**WHAT YOU HAVE TO DO**.
Find every line in the records below that holds the word "Math" and copy it.
--- START ---
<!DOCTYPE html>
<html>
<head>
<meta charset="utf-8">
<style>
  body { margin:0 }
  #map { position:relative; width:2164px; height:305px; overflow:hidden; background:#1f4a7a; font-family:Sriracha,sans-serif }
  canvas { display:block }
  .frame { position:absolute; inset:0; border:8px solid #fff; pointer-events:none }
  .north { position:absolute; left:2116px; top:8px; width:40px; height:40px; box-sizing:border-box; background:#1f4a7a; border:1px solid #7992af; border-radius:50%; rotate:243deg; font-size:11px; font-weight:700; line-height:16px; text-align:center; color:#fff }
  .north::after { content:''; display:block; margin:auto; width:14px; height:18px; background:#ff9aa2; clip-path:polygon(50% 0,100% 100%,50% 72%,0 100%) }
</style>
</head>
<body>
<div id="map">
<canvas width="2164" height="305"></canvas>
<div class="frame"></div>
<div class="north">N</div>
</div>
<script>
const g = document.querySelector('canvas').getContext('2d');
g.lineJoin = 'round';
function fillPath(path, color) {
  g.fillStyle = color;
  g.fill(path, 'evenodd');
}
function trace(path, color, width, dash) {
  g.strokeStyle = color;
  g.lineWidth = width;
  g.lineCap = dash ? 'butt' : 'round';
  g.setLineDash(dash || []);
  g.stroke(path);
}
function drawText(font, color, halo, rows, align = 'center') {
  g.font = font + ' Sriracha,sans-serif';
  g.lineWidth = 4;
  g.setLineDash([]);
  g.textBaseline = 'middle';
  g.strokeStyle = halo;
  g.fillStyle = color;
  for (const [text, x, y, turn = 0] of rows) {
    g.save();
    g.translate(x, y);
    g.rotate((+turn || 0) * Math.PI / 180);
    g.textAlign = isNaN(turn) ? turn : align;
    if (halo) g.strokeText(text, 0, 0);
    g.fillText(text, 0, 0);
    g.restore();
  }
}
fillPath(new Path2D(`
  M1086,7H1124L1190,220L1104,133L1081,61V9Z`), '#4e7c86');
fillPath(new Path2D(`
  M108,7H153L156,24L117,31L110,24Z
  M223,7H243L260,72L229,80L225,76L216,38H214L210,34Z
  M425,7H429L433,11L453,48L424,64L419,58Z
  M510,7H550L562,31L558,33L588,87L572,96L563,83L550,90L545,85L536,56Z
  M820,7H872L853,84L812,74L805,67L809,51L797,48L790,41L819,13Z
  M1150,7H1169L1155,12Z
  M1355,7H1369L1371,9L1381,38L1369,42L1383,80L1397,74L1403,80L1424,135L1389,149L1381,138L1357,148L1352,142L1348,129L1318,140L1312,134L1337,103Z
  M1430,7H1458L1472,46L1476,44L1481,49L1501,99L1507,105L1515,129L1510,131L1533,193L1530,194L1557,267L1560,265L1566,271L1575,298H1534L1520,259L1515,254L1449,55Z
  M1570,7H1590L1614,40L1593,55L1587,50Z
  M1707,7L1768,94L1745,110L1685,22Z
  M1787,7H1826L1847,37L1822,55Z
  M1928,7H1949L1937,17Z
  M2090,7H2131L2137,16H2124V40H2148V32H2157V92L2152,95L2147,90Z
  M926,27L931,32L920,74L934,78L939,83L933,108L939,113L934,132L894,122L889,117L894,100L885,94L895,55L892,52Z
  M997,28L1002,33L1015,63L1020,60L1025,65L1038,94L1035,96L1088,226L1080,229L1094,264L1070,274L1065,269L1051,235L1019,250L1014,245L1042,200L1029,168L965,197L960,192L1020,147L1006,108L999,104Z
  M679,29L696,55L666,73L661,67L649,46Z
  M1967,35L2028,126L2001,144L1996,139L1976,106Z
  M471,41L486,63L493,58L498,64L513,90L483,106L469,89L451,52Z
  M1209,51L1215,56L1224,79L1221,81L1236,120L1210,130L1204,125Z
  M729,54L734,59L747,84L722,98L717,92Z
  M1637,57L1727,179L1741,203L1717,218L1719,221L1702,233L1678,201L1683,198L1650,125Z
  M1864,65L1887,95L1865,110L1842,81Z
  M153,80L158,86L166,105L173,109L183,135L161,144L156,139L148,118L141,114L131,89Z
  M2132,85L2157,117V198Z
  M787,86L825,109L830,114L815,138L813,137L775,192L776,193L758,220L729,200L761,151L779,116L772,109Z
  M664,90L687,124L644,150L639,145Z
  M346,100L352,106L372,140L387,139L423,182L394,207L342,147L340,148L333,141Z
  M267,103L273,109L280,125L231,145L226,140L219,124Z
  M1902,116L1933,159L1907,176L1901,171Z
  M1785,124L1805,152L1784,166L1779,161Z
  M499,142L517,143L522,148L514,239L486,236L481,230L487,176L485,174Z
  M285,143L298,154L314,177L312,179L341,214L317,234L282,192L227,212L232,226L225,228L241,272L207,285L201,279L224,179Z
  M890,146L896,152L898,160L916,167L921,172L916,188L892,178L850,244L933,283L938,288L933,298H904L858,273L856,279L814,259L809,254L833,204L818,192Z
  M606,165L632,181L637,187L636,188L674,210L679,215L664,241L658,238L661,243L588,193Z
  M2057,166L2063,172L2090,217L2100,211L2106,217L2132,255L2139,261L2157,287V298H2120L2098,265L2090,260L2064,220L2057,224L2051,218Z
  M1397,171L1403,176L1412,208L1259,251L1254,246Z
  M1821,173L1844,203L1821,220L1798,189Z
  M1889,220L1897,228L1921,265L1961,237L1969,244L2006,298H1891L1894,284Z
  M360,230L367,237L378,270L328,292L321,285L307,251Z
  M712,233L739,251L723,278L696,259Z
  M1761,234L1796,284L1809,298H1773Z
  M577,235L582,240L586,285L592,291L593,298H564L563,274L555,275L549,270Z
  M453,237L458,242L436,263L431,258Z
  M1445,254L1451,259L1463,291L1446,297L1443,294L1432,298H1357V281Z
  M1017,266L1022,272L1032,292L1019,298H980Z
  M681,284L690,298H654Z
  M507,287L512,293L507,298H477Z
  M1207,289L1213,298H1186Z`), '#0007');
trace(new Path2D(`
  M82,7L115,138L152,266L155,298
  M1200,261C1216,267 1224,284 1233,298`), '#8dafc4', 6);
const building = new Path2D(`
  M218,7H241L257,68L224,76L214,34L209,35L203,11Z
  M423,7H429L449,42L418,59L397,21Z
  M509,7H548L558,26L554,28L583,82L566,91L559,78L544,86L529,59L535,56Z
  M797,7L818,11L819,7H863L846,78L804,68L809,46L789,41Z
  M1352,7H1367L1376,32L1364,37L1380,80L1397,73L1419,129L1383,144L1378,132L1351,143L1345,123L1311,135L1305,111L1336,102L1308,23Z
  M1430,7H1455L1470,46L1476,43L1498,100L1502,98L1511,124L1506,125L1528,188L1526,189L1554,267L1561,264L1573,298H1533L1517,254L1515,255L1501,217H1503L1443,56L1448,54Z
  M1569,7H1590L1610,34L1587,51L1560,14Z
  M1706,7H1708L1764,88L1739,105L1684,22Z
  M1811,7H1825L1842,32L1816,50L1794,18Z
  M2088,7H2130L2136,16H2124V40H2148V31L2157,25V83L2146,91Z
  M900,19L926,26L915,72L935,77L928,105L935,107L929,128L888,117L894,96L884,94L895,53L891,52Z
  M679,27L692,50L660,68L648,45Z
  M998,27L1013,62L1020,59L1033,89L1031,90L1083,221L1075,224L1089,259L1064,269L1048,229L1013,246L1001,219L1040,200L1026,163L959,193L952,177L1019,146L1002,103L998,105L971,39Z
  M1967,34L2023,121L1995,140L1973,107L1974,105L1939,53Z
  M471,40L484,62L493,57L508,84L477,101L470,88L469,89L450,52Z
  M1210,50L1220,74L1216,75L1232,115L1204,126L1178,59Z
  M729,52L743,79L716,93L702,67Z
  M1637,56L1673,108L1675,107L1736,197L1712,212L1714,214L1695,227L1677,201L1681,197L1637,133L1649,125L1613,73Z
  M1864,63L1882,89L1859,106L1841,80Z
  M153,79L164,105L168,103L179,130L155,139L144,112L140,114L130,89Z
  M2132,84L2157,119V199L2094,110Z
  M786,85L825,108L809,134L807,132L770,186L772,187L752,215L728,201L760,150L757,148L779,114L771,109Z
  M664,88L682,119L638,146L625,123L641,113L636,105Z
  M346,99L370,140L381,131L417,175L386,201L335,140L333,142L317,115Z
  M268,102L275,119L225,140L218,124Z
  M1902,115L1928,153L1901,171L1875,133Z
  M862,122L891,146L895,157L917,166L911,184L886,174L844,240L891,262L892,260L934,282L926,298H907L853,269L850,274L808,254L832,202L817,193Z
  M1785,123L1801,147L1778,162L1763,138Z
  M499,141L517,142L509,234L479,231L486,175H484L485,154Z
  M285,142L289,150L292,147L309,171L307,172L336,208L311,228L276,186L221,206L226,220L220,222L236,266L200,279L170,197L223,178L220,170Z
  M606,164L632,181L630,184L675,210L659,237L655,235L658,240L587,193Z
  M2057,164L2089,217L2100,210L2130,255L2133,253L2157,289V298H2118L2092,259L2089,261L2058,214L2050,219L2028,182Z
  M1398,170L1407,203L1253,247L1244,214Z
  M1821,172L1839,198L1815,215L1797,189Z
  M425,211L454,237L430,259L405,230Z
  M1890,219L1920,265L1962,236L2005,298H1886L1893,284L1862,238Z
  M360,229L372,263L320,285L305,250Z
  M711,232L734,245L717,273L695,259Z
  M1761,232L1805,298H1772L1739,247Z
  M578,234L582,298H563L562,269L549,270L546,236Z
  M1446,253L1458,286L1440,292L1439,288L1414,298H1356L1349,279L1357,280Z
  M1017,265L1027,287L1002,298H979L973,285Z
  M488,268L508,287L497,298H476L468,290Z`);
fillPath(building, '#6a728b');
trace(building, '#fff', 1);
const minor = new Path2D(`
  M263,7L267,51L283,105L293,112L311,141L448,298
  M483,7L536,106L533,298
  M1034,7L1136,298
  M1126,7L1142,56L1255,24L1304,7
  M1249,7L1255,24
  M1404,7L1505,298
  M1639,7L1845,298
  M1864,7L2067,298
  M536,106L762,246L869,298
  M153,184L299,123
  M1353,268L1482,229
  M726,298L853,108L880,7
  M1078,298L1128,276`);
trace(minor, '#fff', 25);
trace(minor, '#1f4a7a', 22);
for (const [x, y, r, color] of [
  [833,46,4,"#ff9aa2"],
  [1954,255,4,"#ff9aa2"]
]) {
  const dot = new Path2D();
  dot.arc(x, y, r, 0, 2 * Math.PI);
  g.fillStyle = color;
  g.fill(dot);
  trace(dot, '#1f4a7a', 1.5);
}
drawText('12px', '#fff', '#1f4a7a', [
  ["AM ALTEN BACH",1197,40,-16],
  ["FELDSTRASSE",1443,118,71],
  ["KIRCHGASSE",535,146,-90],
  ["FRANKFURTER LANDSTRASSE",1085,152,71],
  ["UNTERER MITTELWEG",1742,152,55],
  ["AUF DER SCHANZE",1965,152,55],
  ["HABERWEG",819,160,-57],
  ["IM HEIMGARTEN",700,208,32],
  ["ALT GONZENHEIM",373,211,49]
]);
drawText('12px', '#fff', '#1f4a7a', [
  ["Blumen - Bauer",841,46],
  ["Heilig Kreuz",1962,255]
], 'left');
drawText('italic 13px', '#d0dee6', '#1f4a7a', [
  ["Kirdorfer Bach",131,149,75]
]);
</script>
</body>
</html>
--- END ---
**RESULT OF THE TASK**.
    g.rotate((+turn || 0) * Math.PI / 180);
  dot.arc(x, y, r, 0, 2 * Math.PI);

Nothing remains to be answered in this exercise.